# Your instructions
Report the lines of the material that carry the string "linecap".
- - - - -
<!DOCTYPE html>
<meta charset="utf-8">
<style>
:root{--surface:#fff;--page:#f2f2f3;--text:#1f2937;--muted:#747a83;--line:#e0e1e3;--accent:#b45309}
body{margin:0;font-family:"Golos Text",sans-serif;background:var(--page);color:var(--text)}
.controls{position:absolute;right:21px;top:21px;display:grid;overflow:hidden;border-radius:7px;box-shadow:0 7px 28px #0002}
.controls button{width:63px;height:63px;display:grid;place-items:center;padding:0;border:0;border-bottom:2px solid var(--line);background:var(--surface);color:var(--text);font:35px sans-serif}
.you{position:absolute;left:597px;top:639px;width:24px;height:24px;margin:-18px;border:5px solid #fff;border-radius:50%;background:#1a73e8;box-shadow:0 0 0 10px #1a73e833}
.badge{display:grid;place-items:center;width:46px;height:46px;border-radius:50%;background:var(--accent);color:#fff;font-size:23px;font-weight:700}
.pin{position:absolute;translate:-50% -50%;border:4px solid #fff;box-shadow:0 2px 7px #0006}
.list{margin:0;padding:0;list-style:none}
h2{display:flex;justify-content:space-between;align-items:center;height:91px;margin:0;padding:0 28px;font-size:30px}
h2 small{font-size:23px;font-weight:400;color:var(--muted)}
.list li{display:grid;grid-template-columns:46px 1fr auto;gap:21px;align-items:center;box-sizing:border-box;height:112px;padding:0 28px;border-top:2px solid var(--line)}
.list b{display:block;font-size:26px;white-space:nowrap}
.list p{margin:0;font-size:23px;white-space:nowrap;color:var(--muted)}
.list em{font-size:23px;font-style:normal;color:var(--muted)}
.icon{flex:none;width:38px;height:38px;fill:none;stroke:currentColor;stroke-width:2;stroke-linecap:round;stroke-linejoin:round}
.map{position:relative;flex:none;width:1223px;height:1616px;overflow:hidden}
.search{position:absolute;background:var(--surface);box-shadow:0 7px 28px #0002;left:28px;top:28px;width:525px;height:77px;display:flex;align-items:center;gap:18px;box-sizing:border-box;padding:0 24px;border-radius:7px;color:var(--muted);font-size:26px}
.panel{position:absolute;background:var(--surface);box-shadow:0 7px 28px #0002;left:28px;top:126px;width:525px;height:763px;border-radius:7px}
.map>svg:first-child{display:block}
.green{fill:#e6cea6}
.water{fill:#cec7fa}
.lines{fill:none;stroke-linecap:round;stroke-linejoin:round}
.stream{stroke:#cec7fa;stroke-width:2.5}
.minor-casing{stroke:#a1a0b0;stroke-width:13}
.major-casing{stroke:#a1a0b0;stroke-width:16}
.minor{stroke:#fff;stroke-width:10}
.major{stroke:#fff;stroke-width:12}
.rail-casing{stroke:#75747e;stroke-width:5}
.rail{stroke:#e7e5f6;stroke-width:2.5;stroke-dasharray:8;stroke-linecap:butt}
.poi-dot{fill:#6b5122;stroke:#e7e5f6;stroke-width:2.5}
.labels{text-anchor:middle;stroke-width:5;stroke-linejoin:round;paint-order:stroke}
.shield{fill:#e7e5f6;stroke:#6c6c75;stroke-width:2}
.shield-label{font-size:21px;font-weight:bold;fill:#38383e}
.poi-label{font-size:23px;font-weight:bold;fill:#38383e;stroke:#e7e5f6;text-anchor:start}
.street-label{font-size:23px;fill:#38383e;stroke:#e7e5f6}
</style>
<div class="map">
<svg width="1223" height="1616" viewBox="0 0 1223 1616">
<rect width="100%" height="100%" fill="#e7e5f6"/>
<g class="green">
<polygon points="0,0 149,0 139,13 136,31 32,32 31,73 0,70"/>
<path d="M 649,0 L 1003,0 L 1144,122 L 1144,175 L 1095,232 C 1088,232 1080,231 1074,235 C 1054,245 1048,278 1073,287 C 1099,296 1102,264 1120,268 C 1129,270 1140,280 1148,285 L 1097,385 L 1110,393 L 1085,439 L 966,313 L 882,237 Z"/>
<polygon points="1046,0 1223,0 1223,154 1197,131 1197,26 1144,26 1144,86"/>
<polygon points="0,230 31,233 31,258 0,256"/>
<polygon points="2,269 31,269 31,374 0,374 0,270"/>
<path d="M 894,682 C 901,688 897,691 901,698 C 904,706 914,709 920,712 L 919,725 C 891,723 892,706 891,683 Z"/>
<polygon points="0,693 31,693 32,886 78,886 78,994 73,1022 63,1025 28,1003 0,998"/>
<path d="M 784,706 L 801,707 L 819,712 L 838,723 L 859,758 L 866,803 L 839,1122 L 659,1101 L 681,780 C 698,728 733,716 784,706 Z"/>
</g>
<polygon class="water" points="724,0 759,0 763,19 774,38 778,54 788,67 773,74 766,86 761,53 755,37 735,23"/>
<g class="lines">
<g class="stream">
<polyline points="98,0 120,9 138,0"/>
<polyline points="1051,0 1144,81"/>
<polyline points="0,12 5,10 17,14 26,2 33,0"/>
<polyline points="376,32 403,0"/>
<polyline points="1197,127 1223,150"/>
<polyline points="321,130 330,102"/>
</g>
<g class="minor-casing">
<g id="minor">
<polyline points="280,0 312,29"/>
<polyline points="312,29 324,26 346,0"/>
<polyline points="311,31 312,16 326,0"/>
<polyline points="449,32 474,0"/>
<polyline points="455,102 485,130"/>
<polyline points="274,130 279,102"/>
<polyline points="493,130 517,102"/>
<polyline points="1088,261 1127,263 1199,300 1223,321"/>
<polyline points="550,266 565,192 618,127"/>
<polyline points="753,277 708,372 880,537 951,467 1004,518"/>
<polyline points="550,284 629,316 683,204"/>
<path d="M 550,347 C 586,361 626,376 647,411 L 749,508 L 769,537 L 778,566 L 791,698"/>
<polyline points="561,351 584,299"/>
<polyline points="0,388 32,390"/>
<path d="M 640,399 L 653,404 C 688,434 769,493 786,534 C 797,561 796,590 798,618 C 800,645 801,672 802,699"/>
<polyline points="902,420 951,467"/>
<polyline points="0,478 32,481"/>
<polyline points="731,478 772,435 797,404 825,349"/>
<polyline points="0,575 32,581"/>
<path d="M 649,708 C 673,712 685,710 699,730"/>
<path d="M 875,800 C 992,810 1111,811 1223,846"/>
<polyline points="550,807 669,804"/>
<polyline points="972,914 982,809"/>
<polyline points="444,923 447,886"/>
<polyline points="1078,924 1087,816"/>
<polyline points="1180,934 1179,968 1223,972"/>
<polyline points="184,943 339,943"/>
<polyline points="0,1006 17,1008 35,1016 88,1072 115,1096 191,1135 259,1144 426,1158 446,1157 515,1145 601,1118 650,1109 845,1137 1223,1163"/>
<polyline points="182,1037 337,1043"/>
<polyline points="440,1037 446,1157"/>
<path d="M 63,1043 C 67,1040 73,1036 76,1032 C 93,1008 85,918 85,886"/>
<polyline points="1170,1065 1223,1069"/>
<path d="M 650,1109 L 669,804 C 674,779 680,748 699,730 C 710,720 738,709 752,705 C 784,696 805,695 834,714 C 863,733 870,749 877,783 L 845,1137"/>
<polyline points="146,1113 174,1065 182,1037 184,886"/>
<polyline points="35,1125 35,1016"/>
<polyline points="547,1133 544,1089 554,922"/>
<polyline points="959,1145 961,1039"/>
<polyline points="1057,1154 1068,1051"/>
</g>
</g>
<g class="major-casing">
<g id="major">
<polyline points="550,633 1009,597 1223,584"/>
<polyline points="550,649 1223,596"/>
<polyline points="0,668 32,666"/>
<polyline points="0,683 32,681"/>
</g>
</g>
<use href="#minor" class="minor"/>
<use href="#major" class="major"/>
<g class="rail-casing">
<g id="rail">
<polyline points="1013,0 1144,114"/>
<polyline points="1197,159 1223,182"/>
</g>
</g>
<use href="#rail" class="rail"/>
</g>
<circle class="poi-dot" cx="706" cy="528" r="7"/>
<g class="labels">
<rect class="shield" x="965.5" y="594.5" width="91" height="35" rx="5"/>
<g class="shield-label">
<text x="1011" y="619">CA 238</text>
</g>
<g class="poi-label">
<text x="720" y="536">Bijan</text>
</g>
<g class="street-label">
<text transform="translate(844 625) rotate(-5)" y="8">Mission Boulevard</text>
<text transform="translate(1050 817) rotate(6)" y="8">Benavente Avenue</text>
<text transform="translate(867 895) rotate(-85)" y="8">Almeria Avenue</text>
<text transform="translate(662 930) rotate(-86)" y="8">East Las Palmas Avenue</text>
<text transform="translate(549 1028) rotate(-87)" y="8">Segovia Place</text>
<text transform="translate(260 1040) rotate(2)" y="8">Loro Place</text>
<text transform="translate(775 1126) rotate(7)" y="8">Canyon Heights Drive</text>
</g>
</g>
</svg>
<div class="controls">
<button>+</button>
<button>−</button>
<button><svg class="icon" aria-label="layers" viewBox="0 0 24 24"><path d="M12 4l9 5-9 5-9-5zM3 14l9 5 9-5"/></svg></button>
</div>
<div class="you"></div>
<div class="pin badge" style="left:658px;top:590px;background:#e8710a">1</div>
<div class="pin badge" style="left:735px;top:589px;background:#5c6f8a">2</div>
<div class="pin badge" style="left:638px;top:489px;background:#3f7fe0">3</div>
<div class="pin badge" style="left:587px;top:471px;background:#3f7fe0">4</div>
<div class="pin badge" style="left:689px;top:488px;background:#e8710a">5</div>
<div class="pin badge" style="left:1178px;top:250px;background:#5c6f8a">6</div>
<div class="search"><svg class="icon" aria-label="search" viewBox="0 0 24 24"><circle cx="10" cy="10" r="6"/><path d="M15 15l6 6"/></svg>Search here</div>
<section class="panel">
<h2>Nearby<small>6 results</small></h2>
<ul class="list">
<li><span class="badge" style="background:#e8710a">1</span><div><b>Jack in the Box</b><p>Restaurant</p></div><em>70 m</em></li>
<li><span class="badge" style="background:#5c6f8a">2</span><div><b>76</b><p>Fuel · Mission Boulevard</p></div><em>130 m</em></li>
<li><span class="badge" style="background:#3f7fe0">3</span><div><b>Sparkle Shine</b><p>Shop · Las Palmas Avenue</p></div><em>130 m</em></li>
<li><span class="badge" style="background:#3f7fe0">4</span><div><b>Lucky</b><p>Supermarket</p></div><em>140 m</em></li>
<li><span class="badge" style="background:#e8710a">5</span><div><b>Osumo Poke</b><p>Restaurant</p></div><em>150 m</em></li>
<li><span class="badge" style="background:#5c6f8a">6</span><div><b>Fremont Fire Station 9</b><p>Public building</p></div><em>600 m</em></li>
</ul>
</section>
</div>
- - - - -
# Completed exercise
.icon{flex:none;width:38px;height:38px;fill:none;stroke:currentColor;stroke-width:2;stroke-linecap:round;stroke-linejoin:round}
.lines{fill:none;stroke-linecap:round;stroke-linejoin:round}
.rail{stroke:#e7e5f6;stroke-width:2.5;stroke-dasharray:8;stroke-linecap:butt}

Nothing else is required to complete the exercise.